Le revenu fiscal de référence commande la suite : pour « Ma Prime Logement Décent bailleur à Villers-la-Ville », un ménage très modeste mobilise jusqu'à 32 000 €, un ménage modeste 24 000 €, un ménage intermédiaire 18 000 € et un ménage aux revenus supérieurs 4 000 € sur l'assiette de 40 000 € HT. À deux classes gagnées, l'assiette redescend à 30 000 € HT et les montants suivent dans la même proportion.
à Villers-la-Ville, la part de logements occupés par leur propriétaire indique en creux le volume du parc locatif privé concerné. On relève 2.32 personne(s) par logement, 151 habitants, 100 % de maisons individuelles, en zone climatique H1c. Ces valeurs ne décident d'aucun projet à elles seules, mais elles fixent l'ordre de grandeur dans lequel un chiffrage à Villers-la-Ville est crédible.
Situer le projet dans son département : à Villers-la-Ville, en Haute-Saône, les mêmes barèmes nationaux s'appliquent, mais les prix d'entreprise et les délais varient d'un bassin à l'autre. Consulter trois devis sur la remise à niveau d'un logement mis en location dans ce périmètre reste la seule façon d'objectiver le coût.
Côté performance, la remise à niveau d'un logement mis en location pèse pour 40 à 60 % de la consommation totale. Sur la base conventionnelle appliquée à Villers-la-Ville en zone H1c, cela représente entre 10 982 et 16 473 kWh évités par an, soit 1 179 € à 1 769 € de facture en moins au tarif de référence 2026.
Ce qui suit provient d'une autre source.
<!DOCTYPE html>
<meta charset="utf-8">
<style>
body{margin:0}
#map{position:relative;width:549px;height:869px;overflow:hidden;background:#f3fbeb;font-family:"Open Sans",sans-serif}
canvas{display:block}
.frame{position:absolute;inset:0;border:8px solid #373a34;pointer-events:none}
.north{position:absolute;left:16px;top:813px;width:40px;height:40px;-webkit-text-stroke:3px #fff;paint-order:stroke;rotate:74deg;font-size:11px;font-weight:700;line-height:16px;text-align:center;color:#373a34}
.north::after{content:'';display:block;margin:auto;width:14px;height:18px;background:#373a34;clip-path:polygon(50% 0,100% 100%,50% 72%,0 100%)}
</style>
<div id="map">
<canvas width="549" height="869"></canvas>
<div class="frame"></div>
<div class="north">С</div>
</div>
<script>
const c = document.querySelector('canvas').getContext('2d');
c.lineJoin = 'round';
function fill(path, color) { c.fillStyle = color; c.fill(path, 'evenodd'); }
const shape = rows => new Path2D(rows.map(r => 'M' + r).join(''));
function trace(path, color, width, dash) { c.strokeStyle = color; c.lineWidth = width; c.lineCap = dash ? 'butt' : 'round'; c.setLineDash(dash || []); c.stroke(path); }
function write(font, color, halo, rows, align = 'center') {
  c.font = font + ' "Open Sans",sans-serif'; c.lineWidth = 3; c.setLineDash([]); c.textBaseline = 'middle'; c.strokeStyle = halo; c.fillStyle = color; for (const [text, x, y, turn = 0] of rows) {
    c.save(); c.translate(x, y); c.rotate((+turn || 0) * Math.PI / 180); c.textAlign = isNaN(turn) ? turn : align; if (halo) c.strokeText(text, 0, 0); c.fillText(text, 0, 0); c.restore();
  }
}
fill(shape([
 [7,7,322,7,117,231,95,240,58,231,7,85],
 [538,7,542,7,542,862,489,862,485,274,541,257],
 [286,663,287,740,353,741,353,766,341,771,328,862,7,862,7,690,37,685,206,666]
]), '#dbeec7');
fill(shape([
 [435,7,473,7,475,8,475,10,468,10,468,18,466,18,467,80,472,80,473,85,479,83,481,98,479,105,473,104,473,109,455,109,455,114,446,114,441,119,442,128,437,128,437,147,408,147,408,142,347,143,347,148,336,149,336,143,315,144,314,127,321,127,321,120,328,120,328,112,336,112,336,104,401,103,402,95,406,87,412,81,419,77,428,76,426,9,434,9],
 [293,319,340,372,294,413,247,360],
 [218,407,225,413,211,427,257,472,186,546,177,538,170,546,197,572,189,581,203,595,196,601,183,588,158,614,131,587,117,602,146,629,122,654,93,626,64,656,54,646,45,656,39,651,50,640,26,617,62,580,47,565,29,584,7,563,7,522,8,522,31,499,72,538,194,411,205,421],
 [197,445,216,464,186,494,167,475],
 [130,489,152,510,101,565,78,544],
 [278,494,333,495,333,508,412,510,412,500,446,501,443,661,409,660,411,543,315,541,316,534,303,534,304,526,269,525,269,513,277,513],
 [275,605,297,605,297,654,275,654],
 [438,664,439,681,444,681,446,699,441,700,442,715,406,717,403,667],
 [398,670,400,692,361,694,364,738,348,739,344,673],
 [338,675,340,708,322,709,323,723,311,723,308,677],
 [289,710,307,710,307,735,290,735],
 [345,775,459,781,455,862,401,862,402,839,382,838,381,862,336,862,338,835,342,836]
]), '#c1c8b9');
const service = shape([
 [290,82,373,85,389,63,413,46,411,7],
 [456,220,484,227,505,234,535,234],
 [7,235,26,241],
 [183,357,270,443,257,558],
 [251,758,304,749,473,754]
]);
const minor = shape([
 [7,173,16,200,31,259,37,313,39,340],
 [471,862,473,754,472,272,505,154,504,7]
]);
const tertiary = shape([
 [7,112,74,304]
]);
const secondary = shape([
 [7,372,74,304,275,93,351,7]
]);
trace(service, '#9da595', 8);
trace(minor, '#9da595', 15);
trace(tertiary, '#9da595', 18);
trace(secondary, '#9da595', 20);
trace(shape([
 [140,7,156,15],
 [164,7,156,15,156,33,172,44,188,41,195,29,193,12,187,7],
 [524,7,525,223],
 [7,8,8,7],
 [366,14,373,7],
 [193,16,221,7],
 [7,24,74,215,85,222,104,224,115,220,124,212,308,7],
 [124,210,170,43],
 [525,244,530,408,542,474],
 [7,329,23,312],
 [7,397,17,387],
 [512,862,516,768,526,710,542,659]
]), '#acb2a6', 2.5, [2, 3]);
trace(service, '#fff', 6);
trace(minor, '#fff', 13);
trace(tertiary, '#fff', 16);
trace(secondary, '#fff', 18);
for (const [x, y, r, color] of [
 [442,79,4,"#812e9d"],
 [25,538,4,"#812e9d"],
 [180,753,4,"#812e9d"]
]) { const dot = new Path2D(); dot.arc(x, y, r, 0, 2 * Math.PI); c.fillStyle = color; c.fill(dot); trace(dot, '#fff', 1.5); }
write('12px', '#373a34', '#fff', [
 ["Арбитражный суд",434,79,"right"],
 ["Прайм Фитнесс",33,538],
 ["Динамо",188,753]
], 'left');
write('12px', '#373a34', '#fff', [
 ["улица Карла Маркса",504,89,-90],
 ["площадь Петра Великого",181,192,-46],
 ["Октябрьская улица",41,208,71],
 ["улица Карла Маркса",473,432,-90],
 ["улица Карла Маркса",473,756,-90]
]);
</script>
L'ordre des étapes conditionne le droit à l'aide : audit, désignation de l'accompagnateur, dépôt, accord, puis démarrage de la remise à niveau d'un logement mis en location. À Villers-la-Ville, un devis signé trop tôt suffit à faire tomber une aide de 32 000 €.
Structure du parc de Villers-la-Ville : 100 % de maisons individuelles, soit environ 65 logements sur 65 résidences principales. C'est cette proportion qui détermine, pour la remise à niveau d'un logement mis en location, le poids réel de la vacance du logement pendant les travaux lourds dans les projets déposés.
Sur la durée de vie de l'ouvrage, la remise à niveau d'un logement mis en location à Villers-la-Ville suppose les critères de décence et un engagement de loyer maîtrisé maintenu dans le temps. Rapporté à vingt ans d'usage, le poste chiffré à 1 038 500 € revient à 51 925 € par an avant aides, montant à mettre en regard de l'économie de facture et non du seul prix d'achat.
Ce qui coûte le plus cher n'est pas le prix d'achat mais la reprise : un engagement de conventionnement signé sans simuler le manque à gagner locatif oblige à rouvrir l'ouvrage. Comptez 103 850 € à 207 700 € à Villers-la-Ville, à la charge exclusive du ménage puisque l'aide a déjà été versée sur le premier chantier.
La part de propriétaires occupants — 89 % à Villers-la-Ville — dessine le volume de projets réellement engageables à court terme sur la remise à niveau d'un logement mis en location, soit environ 58 logements. Le reste du parc suppose un montage locatif, avec ses propres conditions d'éligibilité.